For instance, construction-equipment maker Caterpillar (CAT) beat earnings expectations by an eye-popping 33%. But management's comments that earnings growth may be "as good as it gets" was taken as a bearish warning. Shares plummeted 6%.

Defense contractor Lockheed Martin (LMT) beat earnings estimates by 18%, but shares fell by 6% as well. News outlets said it's because Lockheed didn't raise its cash-flow forecasts for the year, but we think those pundits were just grasping for an explanation.

Investors find themselves struggling in this market. After all, earnings should matter. And when so many stocks have what appear to be illogical reactions to their companies' earnings announcements, it's strange.

And it exposes some of the underlying characteristics of today's market that have us growing concerned.

The market is a machine that weighs the consensus of all its participants. When the overriding opinion is optimism and investors expect better things to come, the market will rise.
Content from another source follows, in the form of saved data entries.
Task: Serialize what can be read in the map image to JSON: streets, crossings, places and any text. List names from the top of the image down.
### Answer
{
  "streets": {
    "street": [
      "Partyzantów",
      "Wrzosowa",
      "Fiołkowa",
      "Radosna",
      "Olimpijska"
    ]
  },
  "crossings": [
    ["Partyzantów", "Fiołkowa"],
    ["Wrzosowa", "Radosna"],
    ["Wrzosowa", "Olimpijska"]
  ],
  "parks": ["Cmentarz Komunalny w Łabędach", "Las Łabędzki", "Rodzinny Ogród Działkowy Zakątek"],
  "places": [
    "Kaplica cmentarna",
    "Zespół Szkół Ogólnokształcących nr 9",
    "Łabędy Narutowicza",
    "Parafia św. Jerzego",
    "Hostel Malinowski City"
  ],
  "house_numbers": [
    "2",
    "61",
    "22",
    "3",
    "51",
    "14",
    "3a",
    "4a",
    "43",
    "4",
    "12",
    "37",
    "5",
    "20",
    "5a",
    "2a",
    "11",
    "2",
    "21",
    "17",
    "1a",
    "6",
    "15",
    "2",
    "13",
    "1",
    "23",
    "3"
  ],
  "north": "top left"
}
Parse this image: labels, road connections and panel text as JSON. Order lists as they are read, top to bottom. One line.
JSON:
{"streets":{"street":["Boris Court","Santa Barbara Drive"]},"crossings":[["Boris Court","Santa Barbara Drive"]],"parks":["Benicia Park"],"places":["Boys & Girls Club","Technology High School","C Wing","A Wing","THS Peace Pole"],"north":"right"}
When everyone is scared, the market falls.

But other times, the market has no consensus... or it has shifting viewpoints. That's when you see odd things happening – like good earnings leading to falling stocks.
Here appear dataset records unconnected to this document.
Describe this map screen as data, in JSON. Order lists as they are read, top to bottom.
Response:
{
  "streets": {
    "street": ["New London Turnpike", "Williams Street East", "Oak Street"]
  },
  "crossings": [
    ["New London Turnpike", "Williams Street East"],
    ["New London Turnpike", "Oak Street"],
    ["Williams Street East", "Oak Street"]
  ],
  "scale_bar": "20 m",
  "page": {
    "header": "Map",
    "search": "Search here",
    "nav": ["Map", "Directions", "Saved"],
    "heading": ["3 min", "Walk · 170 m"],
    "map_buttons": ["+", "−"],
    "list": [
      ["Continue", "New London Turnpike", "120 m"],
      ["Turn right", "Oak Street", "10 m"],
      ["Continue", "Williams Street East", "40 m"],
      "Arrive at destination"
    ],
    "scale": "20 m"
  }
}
Investors are confused. And to us, that means it's time to be cautious. We want to pare back our risk and stick with "boring" companies.
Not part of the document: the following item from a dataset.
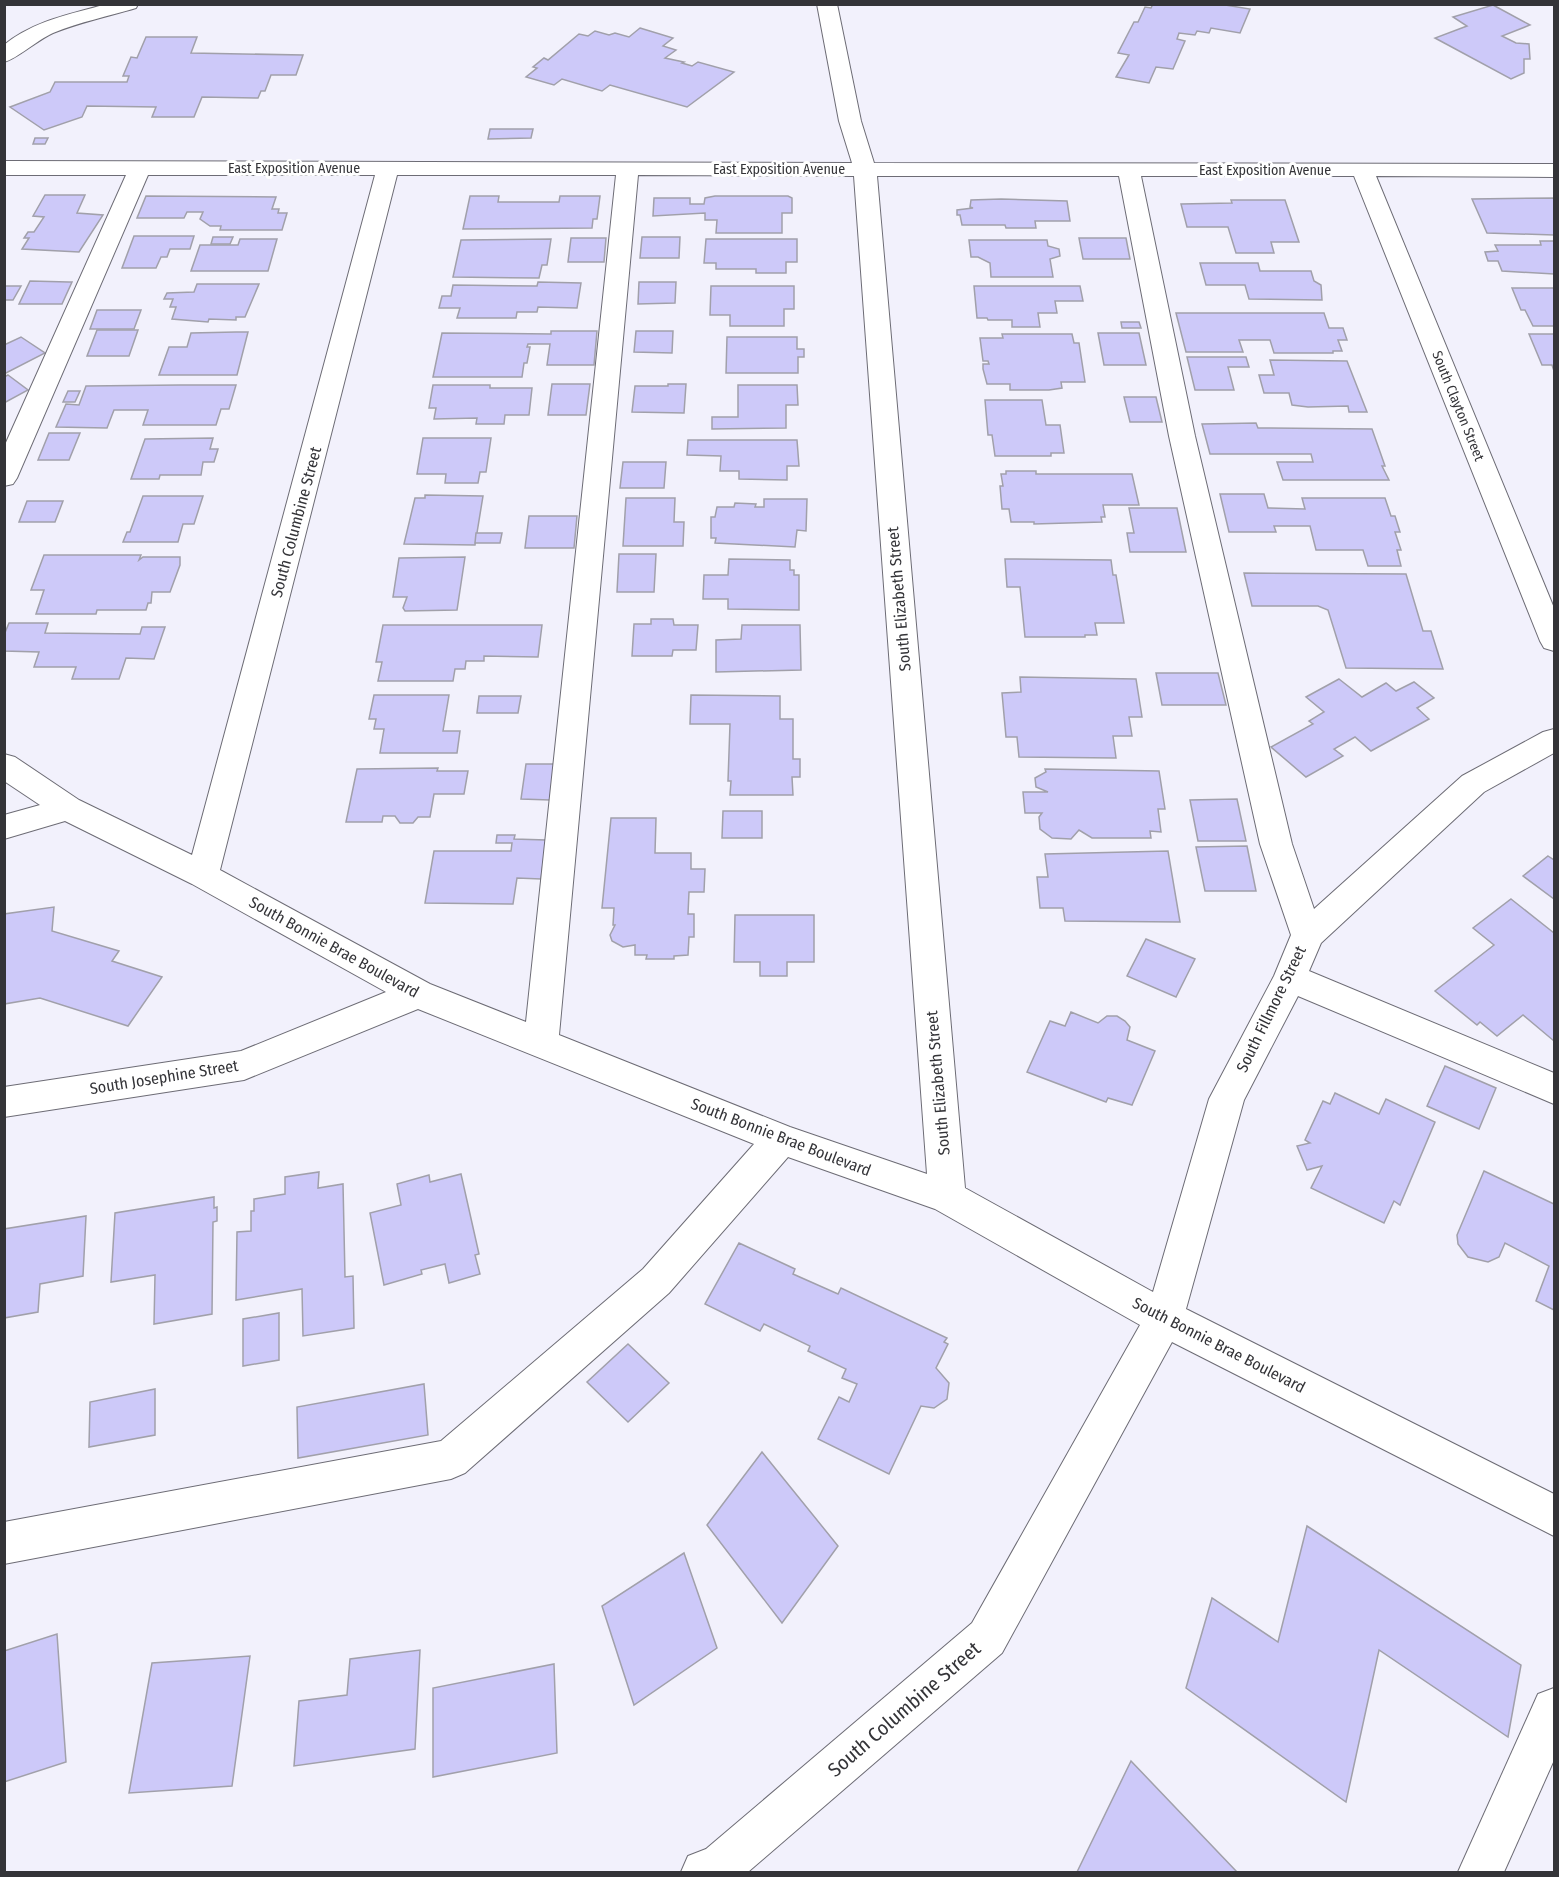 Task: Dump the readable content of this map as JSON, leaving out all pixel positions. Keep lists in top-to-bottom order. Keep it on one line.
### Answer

By boring, we mean businesses that consistently churn out predictable earnings quarter after quarter – companies like Johnson & Johnson, Coca-Cola, and Colgate-Palmolive.

We want businesses that have customers locked into long-term recurring agreements. We want businesses with few competitors and no new upstarts that could come and steal business away.

Many traders don't like boring stocks because, well, they are boring. Most traders don't make money on stocks that don't move. But thanks to our options strategy... we do.

We can pick a stock that doesn't move and use options to turn it into a steady stream of income payments.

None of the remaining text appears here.